Green Light by Julian Stanczak, 1973, 60x60

His art was featured at 180 exhibitions, and may be found in 77 museums and private collections. Awards include a doctorate honoris causa from Case Western Reserve University. The year 2013-2014 is dedicated to Stanczak celebrations by the Akron Museum of Art in Cleveland, the Museum of Art, the Cleveland Institute of Art, and the Kelvin Smith Library of Case Western Reserve University.

Mirrored by Julian Stanczak (1971)

For further details see: Stanczak’s art in his own words:

 “My primary interest is color—the energy of the different wavelengths of light and their juxtapositions. The primary drive of colors is to give birth to light. But light always changes; it is evasive. I use the energy of this flux because it offers me great plasticity of action on the canvas. To capture the metamorphoses—the continuous changing of form and circumstance—is the eternal challenge and, when achieved, it offers a sense of totality, order, and repose. Color is abstract, universal—yet personal and private in experience.”

   Floating Green by Julian Stanczak, 1974-75, 28x28

       “I try to melt geometry down and make it sing.”  “In the beginning, geometry seemed brutal to me. When I first used it, it was as if I was removing personal responses and emotion, and I missed the connection to Nature and to life… Gradually I found that in a clear and clean environment, I could give my colors the emotive element without direct references to Nature… Yet even in my current work, I am still torn between emotion and Nature—fluency and geometry. When people ask me, ‘What are you painting?’ I might say, ‘Sunsets!’ … “I do not believe that one finds art in the object, but that one finds art within oneself by being confronted with an object of motivation. I do not cater to any public wish. Yet, we create for others, not for ourselves, because we want to share the experience of life!”
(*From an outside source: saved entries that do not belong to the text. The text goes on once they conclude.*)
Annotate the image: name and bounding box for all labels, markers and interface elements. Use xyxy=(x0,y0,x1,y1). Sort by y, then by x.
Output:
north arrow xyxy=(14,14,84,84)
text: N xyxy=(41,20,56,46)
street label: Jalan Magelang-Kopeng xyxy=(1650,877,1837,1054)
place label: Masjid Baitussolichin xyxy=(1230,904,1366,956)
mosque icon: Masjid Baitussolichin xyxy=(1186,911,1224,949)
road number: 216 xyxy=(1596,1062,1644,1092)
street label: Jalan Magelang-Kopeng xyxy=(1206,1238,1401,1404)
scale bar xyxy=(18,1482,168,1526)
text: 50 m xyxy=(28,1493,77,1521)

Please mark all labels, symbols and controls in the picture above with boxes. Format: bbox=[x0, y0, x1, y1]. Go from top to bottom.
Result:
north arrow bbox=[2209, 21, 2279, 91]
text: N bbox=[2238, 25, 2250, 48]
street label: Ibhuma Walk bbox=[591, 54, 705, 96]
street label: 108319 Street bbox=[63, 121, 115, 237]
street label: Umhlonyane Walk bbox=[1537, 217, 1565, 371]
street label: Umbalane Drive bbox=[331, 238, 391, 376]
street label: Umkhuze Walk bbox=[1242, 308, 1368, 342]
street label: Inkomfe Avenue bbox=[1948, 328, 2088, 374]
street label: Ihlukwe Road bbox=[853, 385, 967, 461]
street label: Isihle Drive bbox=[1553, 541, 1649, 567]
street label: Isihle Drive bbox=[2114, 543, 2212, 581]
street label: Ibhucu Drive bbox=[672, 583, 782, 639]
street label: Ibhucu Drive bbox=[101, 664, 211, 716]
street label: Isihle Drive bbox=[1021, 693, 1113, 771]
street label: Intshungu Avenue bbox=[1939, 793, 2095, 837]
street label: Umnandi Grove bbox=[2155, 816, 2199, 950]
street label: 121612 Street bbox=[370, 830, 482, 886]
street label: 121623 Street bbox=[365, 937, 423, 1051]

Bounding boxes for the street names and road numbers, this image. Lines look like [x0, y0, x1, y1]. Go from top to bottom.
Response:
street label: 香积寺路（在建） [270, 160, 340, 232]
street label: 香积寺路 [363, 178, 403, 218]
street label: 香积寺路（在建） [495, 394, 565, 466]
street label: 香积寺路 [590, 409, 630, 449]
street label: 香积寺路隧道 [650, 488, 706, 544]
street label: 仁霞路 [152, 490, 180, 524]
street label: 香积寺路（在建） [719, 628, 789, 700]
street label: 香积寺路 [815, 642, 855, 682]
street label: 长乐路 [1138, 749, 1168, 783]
"Proportional Mixing," 2011, acrylic on board,
 30 panels of 16x16 inches each (84x101 inches overall)

Julian Stanczak gave PAHA permission to use his modern, elegant paintings in PAHA’s PR materials, such as the postcard about our journal, the Polish American Studies  and a tri-fold flyer about PAHA's goals, and projects. We are truly grateful for this generosity of an extraordinary artist. Below are two panels used in PAHA's material with permission of the artist.

Structural Cadmium Red and Structural Cobalt by Julian Stanczak, 2012, 24x24.